**SUPPLIED INFORMATION**

- - - - - - -

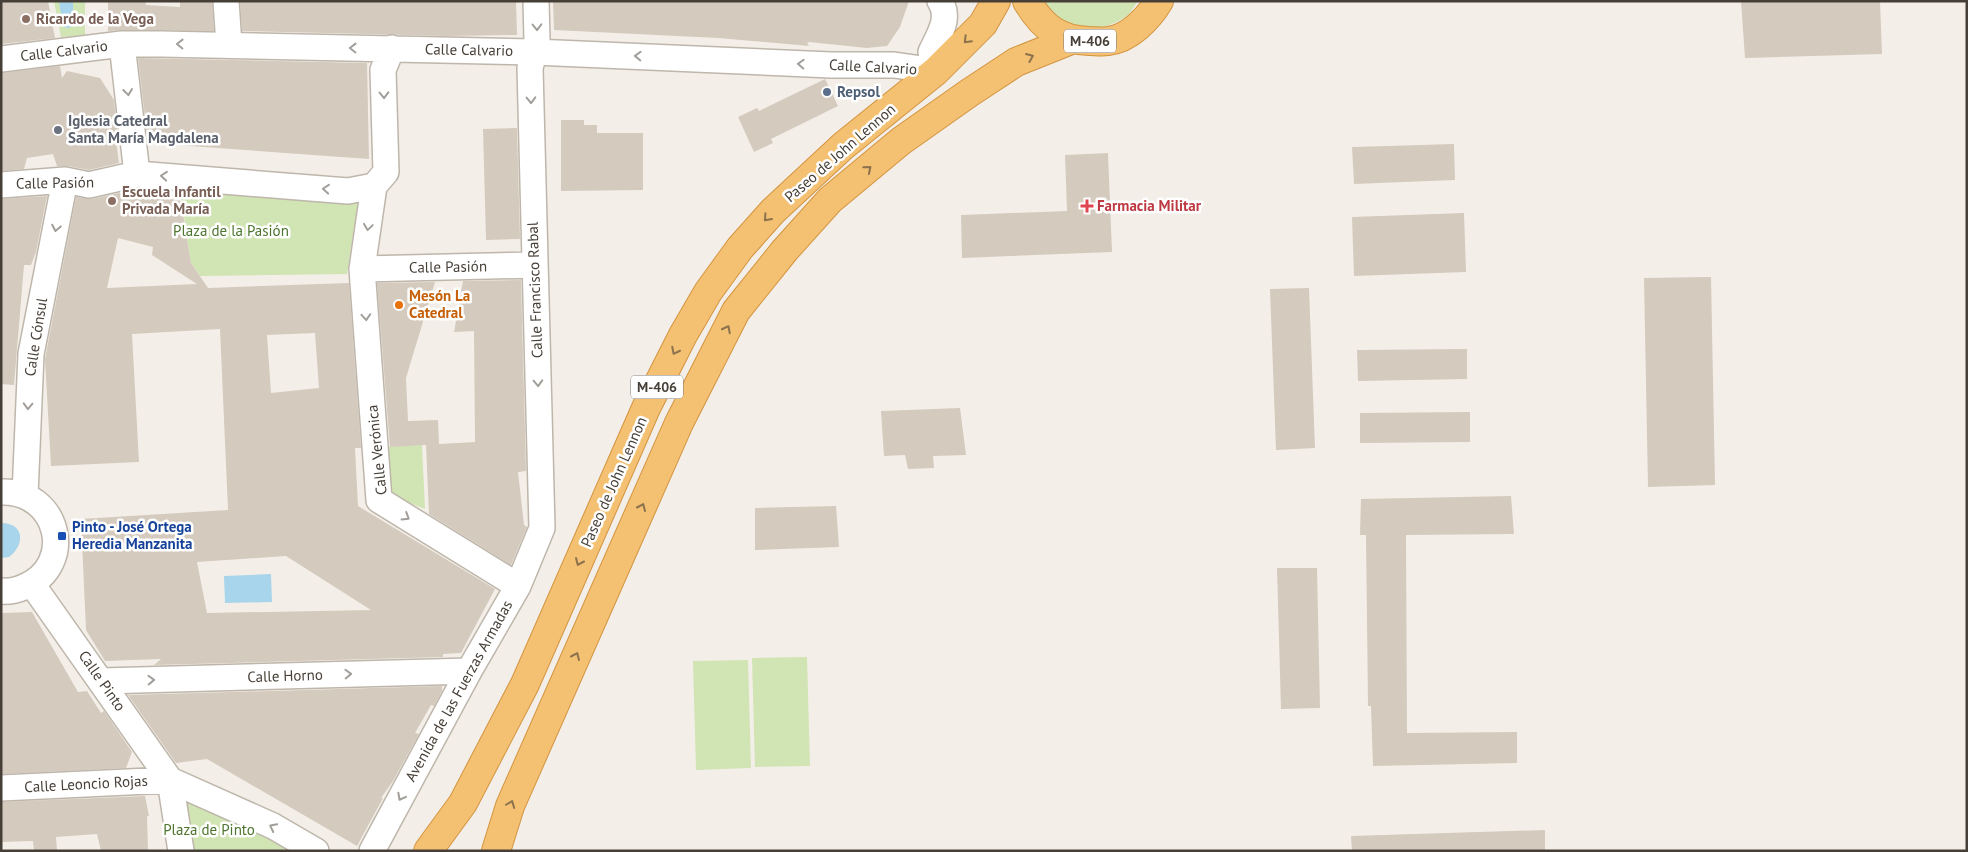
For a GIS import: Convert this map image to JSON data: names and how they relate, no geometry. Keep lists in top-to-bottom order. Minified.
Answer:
{"streets":{"highway":["M-406","Paseo de John Lennon"],"street":["Calle Calvario","Calle Pasión","Calle Francisco Rabal","Calle Cónsul","Calle Verónica","Calle Horno","Calle Pinto","Avenida de las Fuerzas Armadas","Calle Leoncio Rojas"]},"crossings":[["M-406","Paseo de John Lennon"],["Calle Calvario","Paseo de John Lennon"],["Calle Calvario","Calle Francisco Rabal"],["Calle Pasión","Calle Francisco Rabal"],["Calle Pasión","Calle Cónsul"],["Calle Pasión","Calle Verónica"],["Calle Francisco Rabal","Avenida de las Fuerzas Armadas"],["Calle Verónica","Avenida de las Fuerzas Armadas"],["Calle Horno","Calle Pinto"],["Calle Horno","Avenida de las Fuerzas Armadas"],["Calle Pinto","Calle Leoncio Rojas"]],"one_way":["Calle Cónsul","Calle Verónica","Calle Horno","Avenida de las Fuerzas Armadas"],"parks":["Plaza de la Pasión","Plaza de Pinto"],"places":{"other":["Ricardo de la Vega","Repsol","Iglesia Catedral Santa María Magdalena","Escuela Infantil Privada María","Mesón La Catedral"],"health":["Farmacia Militar"],"transit":["Pinto - José Ortega Heredia Manzanita"]}}
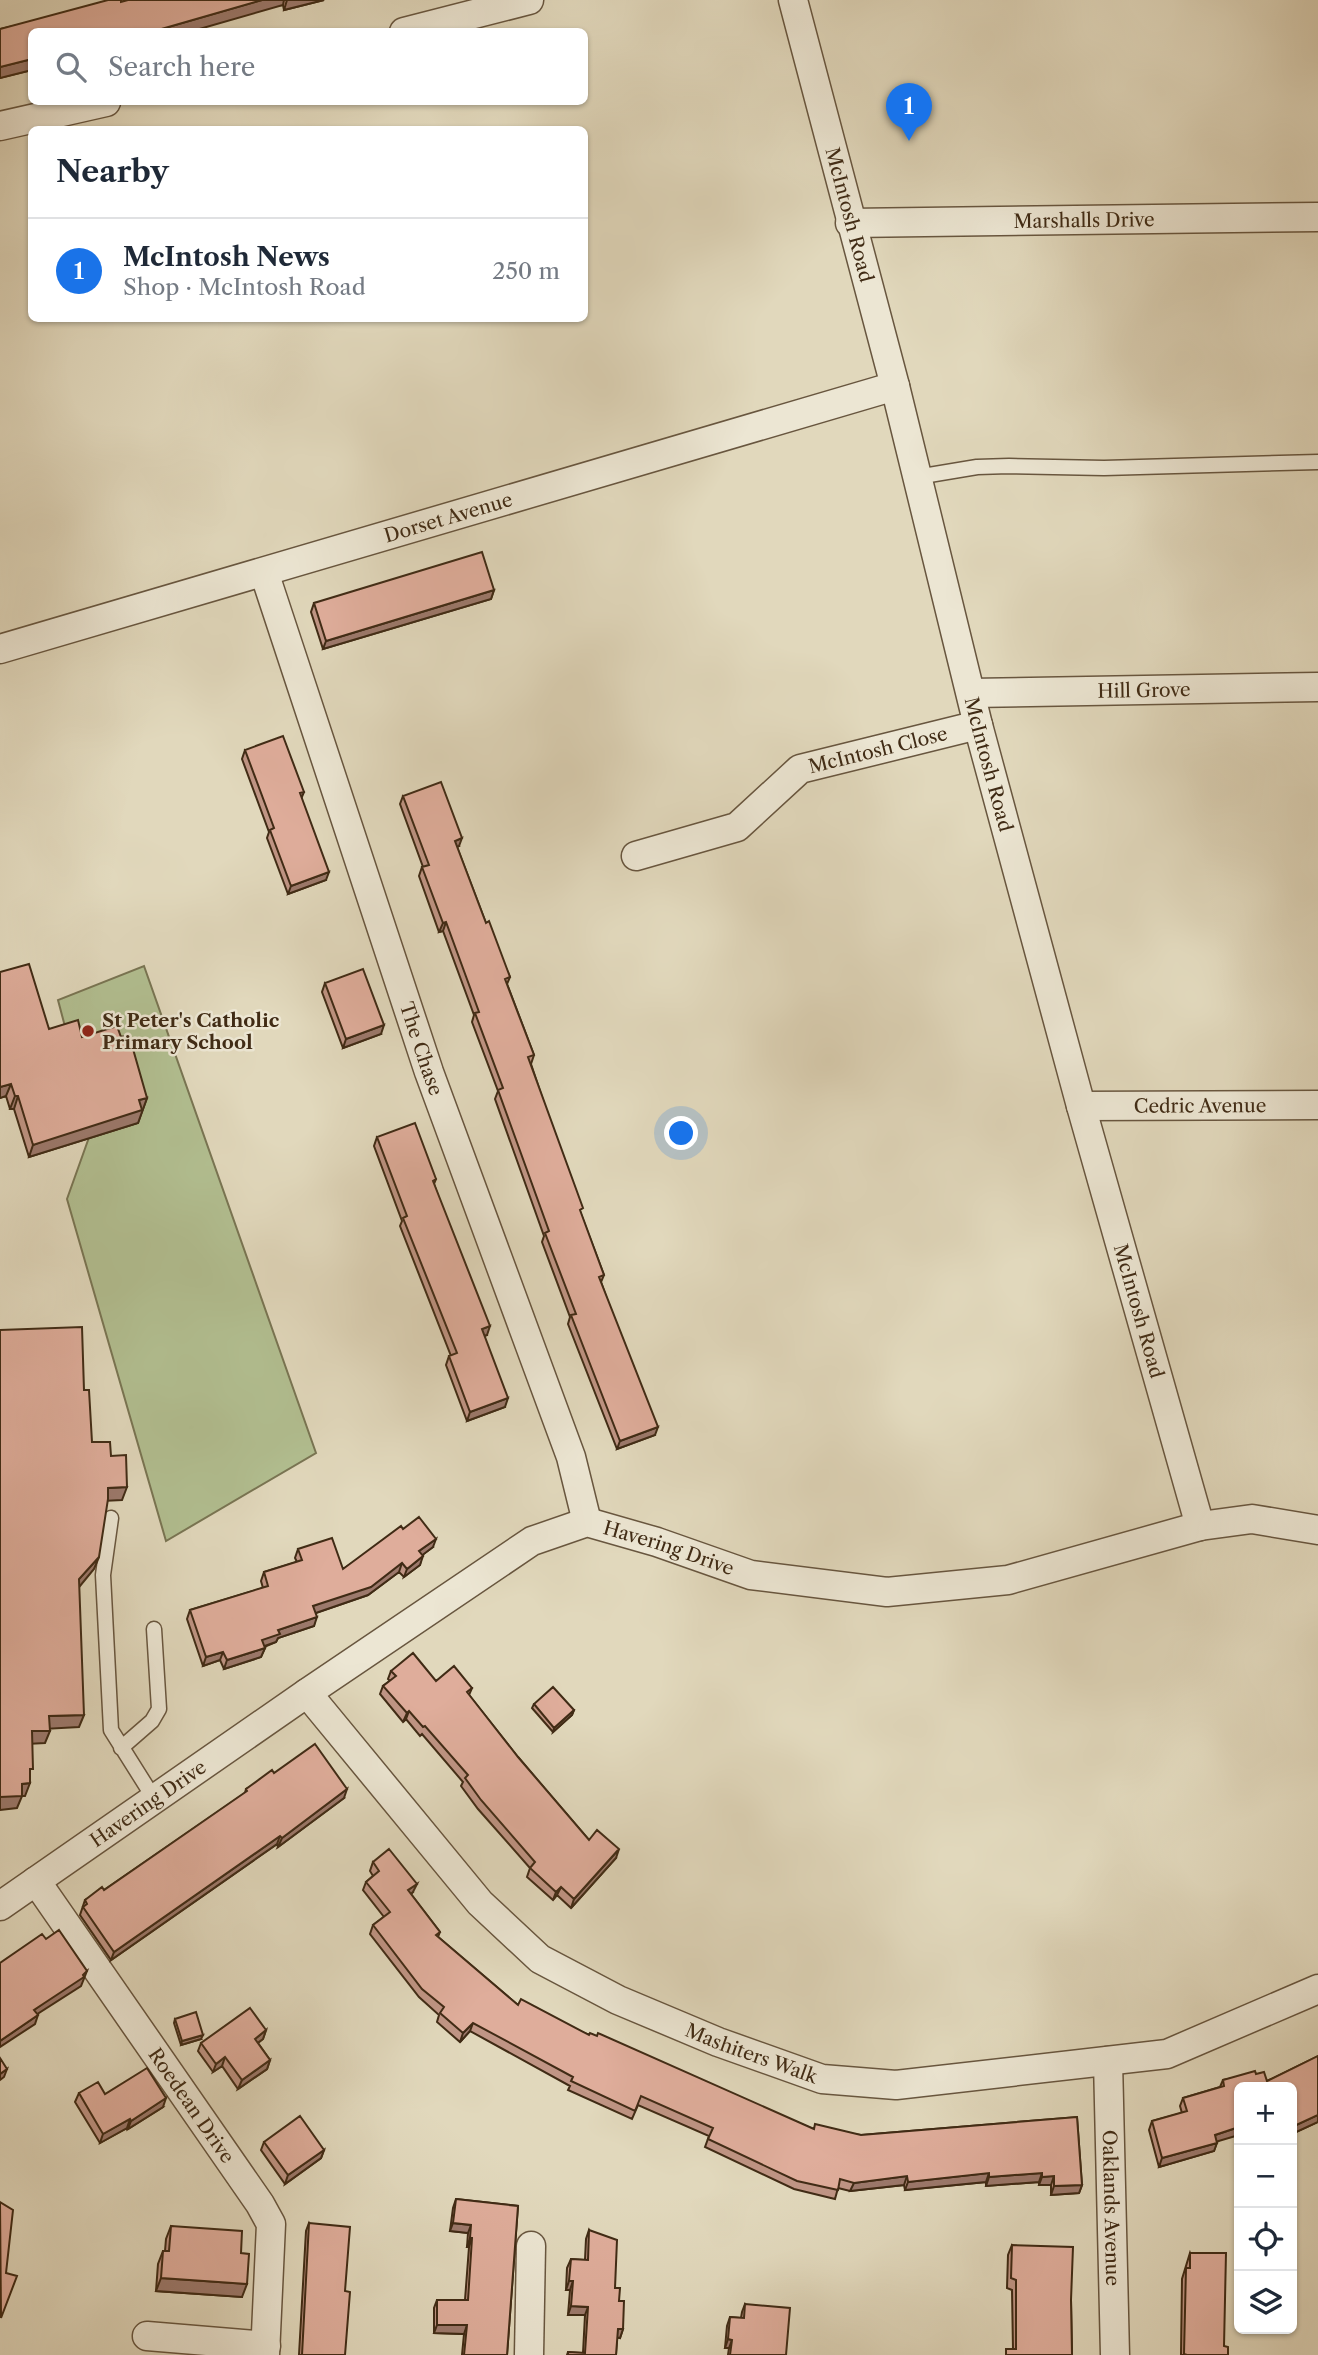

- - - - - - -

**PROBLEM REQUIREMENTS**
Restate the data above word for word. Do not include the images.

**ANSWER TO THE PROBLEM**
For a GIS import: Convert this map image to JSON data: names and how they relate, no geometry. Keep lists in top-to-bottom order. Minified.
Answer:
{"streets":{"highway":["M-406","Paseo de John Lennon"],"street":["Calle Calvario","Calle Pasión","Calle Francisco Rabal","Calle Cónsul","Calle Verónica","Calle Horno","Calle Pinto","Avenida de las Fuerzas Armadas","Calle Leoncio Rojas"]},"crossings":[["M-406","Paseo de John Lennon"],["Calle Calvario","Paseo de John Lennon"],["Calle Calvario","Calle Francisco Rabal"],["Calle Pasión","Calle Francisco Rabal"],["Calle Pasión","Calle Cónsul"],["Calle Pasión","Calle Verónica"],["Calle Francisco Rabal","Avenida de las Fuerzas Armadas"],["Calle Verónica","Avenida de las Fuerzas Armadas"],["Calle Horno","Calle Pinto"],["Calle Horno","Avenida de las Fuerzas Armadas"],["Calle Pinto","Calle Leoncio Rojas"]],"one_way":["Calle Cónsul","Calle Verónica","Calle Horno","Avenida de las Fuerzas Armadas"],"parks":["Plaza de la Pasión","Plaza de Pinto"],"places":{"other":["Ricardo de la Vega","Repsol","Iglesia Catedral Santa María Magdalena","Escuela Infantil Privada María","Mesón La Catedral"],"health":["Farmacia Militar"],"transit":["Pinto - José Ortega Heredia Manzanita"]}}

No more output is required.